The IEA is closely monitoring global gas market developments and issued a statement in late September as part of its constant dialogue with stakeholders on security of energy supply.

Cold winter and dry summer put immense pressure on the gas supply system

Last January’s cold weather in Northeast Asia – coupled with reduced LNG availability – led to localised fuel shortages and an unprecedented spike in spot LNG prices. This was followed in February by winter storm Uri that hit North America, with extremely cold temperatures leading to higher heat and electricity needs and well freeze-offs hampering production, resulting in rolling power cuts in several US states and Mexico. Over the following months, several hydro-rich power markets, including Brazil, California and Turkey, faced severe droughts that led to higher reliance on gas-fired power generation and further tightened the summer gas market.

This succession of events highlights the interdependence between natural gas and electricity security of supply – a link that appears to be stronger than ever. The IEA’s new Electricity Security Event Scale rating, published in its latest Electricity Market Report, shows that recent weather events triggered power outages in a number of markets where availability of gas supply was also an issue. The Texas power crisis of February was assigned the highest ranking on the scale – the largest US gas-producing state and where the fuel plays a dominant role in power generation.

LNG trade has continued to be a strong source of flexibility against the backdrop of demand volatility, although capacity outages were high during 2020 and have remained so in 2021, contributing to market tension and price fluctuations.

Underground gas storage capacity played a central role in providing trans-regional flexibility during the January cold snap, meeting Europe’s additional needs while enabling arbitrage of LNG cargoes to Asia. This episode also emphasised the lack of storage capacity in major Asian markets and their resulting dependence on imported flexibility; additional measures to enhance storage development and management have been announced in Japan, Korea and China since then.

LNG contracting is recovering slowly

While flexible LNG trade was a key contributor to adjusting to the sharp demand decline and recovery in 2020, LNG contracting activity has tended to show a higher share of fixed-destination, long-term deals than in previous years. This can be partially attributed to lower activity from portfolio players, as well as to a motivation to limit risk in an exceptionally volatile price environment.

LNG contracting activity shrank by almost 30% year-on-year (y-o-y) in 2020 (or 45% compared to its 2018 peak), while activity during 2021 to date shows some potential for recovery.

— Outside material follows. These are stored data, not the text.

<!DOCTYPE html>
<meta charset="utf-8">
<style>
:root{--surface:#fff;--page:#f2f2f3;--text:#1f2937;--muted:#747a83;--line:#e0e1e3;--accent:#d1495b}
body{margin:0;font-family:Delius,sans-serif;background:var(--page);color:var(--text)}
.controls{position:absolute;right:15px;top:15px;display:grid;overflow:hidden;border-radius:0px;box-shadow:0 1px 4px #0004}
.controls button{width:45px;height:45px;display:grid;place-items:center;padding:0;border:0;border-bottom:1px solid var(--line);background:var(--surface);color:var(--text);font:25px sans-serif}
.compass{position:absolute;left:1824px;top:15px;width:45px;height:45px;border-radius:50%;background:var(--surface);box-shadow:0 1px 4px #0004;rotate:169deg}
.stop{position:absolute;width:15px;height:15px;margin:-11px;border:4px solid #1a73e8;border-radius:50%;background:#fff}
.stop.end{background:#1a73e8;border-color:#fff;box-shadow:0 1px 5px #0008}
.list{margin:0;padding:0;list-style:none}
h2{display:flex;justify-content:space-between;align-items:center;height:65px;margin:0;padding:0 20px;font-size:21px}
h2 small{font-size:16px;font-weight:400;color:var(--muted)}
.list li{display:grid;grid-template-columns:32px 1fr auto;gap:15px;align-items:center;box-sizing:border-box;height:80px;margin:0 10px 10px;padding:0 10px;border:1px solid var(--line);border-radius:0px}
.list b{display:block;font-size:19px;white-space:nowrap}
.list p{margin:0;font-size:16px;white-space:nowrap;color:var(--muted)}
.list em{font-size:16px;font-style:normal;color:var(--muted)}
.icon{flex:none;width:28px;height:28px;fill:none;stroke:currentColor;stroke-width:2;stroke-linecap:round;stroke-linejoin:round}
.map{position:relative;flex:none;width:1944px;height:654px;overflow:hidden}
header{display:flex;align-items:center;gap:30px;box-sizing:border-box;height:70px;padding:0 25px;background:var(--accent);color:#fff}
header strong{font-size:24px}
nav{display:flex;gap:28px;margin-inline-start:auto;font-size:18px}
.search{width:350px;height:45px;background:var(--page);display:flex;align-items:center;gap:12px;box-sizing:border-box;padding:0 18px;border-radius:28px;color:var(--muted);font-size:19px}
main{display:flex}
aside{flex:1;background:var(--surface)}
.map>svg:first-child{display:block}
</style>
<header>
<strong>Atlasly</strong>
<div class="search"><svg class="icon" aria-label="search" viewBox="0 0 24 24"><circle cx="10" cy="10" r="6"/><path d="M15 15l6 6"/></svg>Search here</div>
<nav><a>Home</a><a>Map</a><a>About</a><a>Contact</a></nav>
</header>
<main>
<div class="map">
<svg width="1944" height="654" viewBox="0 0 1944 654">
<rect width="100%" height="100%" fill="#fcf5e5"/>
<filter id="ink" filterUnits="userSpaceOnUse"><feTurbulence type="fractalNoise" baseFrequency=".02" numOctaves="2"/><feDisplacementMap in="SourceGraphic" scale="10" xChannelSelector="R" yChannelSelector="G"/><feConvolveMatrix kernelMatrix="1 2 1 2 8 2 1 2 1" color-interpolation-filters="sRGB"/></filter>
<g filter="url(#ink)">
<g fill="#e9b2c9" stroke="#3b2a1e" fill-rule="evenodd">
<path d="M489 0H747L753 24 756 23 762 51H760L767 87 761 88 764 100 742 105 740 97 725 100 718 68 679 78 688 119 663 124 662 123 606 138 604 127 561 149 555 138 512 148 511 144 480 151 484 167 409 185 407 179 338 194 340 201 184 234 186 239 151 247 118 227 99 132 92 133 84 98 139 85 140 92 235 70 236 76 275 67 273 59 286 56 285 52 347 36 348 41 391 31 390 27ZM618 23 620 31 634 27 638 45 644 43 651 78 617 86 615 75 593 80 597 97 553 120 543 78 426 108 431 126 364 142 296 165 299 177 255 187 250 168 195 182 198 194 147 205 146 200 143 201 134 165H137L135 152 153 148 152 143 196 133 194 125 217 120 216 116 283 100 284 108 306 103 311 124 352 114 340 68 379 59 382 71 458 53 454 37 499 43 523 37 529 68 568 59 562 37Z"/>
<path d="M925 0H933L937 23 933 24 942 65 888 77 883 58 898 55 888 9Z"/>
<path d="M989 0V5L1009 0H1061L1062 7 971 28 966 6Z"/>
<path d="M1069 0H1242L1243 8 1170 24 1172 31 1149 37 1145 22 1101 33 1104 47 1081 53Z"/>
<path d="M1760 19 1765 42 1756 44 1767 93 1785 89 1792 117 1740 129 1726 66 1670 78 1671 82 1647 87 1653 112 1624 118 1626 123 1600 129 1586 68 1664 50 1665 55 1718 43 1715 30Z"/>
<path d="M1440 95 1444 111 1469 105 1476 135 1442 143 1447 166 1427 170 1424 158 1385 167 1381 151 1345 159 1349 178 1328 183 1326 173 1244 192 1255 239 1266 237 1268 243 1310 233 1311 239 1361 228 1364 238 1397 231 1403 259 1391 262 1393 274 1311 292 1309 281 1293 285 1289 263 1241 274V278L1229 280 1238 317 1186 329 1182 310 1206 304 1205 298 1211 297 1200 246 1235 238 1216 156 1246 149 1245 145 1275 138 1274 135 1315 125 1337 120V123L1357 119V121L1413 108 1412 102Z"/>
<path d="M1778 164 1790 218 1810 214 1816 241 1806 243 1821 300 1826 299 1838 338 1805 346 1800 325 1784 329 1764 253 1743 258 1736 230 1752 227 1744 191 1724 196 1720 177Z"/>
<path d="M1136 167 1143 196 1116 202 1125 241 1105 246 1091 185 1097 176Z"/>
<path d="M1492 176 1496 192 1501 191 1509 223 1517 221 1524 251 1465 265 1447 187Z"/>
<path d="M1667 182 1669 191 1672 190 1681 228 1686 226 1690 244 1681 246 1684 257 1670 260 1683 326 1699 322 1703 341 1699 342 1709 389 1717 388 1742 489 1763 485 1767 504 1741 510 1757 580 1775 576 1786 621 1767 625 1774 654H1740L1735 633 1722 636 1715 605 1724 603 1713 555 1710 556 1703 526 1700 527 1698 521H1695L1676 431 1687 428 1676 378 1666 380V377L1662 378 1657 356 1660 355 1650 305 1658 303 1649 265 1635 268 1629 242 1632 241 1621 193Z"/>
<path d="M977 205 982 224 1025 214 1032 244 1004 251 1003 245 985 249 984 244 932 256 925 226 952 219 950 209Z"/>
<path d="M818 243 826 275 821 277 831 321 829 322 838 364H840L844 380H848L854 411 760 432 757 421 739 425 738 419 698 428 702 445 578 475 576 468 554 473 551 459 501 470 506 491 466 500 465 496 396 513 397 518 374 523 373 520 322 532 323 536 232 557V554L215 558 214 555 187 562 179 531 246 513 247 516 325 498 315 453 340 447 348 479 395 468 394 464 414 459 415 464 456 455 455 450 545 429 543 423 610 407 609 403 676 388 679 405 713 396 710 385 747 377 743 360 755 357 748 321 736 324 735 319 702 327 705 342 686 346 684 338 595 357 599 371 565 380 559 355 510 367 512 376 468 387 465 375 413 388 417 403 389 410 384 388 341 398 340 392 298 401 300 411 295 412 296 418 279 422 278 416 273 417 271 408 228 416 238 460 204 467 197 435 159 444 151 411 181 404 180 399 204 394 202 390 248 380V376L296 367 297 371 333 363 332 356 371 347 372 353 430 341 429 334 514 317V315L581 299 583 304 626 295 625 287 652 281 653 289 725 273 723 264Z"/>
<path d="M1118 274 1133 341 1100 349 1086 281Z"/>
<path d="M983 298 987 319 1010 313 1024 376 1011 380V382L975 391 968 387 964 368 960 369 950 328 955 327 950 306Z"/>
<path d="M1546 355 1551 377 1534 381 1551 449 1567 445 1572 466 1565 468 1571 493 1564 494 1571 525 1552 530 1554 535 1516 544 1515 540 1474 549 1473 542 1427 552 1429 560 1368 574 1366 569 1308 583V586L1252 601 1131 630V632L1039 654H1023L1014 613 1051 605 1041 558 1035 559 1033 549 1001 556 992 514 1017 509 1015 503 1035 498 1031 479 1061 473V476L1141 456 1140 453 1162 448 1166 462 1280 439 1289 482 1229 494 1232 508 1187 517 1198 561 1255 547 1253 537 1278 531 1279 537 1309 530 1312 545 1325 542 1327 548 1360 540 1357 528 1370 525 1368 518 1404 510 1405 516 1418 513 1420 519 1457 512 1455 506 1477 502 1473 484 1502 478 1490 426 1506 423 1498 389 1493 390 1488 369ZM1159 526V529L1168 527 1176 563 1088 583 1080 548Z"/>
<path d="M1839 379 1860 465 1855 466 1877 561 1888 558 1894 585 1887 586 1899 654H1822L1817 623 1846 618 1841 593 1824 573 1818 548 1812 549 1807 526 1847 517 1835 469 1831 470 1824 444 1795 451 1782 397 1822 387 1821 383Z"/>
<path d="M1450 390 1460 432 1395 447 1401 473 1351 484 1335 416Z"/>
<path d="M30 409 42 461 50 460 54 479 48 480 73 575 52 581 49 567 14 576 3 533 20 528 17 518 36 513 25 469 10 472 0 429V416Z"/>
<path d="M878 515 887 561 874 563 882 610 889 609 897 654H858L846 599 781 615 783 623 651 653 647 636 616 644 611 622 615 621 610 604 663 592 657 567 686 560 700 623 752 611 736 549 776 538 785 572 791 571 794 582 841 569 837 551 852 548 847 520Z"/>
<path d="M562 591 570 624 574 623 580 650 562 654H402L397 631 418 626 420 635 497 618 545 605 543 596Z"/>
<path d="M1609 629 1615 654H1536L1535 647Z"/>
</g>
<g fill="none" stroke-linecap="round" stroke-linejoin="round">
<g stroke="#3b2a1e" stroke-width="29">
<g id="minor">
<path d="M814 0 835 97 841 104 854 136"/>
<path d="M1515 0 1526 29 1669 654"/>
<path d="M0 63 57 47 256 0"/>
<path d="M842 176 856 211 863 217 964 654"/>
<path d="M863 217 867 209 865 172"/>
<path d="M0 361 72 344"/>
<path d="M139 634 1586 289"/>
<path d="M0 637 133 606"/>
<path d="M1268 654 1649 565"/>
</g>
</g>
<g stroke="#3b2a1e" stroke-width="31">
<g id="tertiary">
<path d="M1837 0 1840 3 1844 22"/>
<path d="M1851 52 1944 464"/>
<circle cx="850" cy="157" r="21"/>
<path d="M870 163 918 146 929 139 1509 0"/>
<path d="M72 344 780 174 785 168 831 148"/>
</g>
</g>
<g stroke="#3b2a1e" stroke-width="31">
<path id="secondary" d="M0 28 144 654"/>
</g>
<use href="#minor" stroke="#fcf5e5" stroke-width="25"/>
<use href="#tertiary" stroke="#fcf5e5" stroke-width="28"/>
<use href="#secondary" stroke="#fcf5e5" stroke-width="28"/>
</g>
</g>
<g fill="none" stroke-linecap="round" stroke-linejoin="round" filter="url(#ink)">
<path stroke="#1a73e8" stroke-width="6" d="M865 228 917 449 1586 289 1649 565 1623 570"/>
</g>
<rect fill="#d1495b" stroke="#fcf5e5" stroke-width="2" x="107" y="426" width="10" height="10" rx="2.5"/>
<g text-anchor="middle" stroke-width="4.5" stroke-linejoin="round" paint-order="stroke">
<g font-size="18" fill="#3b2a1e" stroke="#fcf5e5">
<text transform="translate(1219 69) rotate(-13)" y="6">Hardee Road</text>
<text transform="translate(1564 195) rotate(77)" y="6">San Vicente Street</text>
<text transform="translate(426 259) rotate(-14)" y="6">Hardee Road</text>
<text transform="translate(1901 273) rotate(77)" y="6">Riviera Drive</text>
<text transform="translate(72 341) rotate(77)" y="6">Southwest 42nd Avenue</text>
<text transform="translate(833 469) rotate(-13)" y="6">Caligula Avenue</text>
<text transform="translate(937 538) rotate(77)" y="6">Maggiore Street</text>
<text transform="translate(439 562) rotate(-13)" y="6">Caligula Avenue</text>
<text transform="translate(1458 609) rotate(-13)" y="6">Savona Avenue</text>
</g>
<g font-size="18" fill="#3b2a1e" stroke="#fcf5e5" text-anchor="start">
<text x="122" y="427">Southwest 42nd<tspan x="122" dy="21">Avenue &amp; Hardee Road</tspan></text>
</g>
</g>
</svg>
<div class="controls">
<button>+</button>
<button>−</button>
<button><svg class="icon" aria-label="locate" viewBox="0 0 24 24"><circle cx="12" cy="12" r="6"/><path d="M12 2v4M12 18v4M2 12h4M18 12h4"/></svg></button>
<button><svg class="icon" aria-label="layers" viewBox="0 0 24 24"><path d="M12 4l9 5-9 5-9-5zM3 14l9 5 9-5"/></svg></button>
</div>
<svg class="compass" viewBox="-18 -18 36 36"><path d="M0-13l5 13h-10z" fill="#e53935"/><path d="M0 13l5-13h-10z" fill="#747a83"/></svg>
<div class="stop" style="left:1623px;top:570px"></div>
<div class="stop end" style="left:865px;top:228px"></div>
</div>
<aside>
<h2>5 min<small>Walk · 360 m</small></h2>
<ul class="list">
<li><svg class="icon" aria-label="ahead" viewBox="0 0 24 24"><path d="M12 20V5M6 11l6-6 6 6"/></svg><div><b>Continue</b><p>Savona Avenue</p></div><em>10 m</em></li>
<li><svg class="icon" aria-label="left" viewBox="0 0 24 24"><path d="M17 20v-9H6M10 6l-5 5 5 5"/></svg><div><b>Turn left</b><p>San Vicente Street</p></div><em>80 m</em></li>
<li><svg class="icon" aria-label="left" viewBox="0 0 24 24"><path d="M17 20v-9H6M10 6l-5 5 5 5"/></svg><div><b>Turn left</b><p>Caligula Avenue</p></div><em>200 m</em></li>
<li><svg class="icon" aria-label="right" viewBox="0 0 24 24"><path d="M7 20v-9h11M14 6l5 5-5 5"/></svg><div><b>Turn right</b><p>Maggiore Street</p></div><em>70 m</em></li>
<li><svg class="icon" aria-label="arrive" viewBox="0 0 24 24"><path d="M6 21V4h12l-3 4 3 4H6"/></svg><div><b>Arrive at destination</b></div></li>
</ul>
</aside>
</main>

Final investment decisions (FIDs) were also down from their 2019 record high, with one North American project sanctioned in 2020, plus Qatar’s major expansion plan confirmed in early 2021. These new investments, added to the wave of FIDs taken before 2020, should therefore prove sufficient to satisfy additional LNG demand in the coming years.

The transition to low-carbon gases results in new security of supply challenges

Reaching a net zero emissions objective by 2050 implies the extensive deployment of low-carbon gases in order to decarbonise the current gas system. This deployment must be supported by policies enacted in the short to medium term to prepare for such a massive transition for gas systems and industry. In this regard, policy makers should take into consideration new security of supply challenges that are likely to emerge in this transition.

Future gas systems will be more complex and decentralised, and will entail bidirectional networks. Keeping harmonised quality standards is likely to become more difficult due to the diversity of low-carbon gas supply sources and the current absence of hydrogen blending threshold harmonisation for the transition period. The potential to deliver flexibility could be constrained by the operational specifications of low-carbon gas production. Regulators should therefore adopt a prudent and scalable market design approach to ensure security of supply in a transitioning gas system.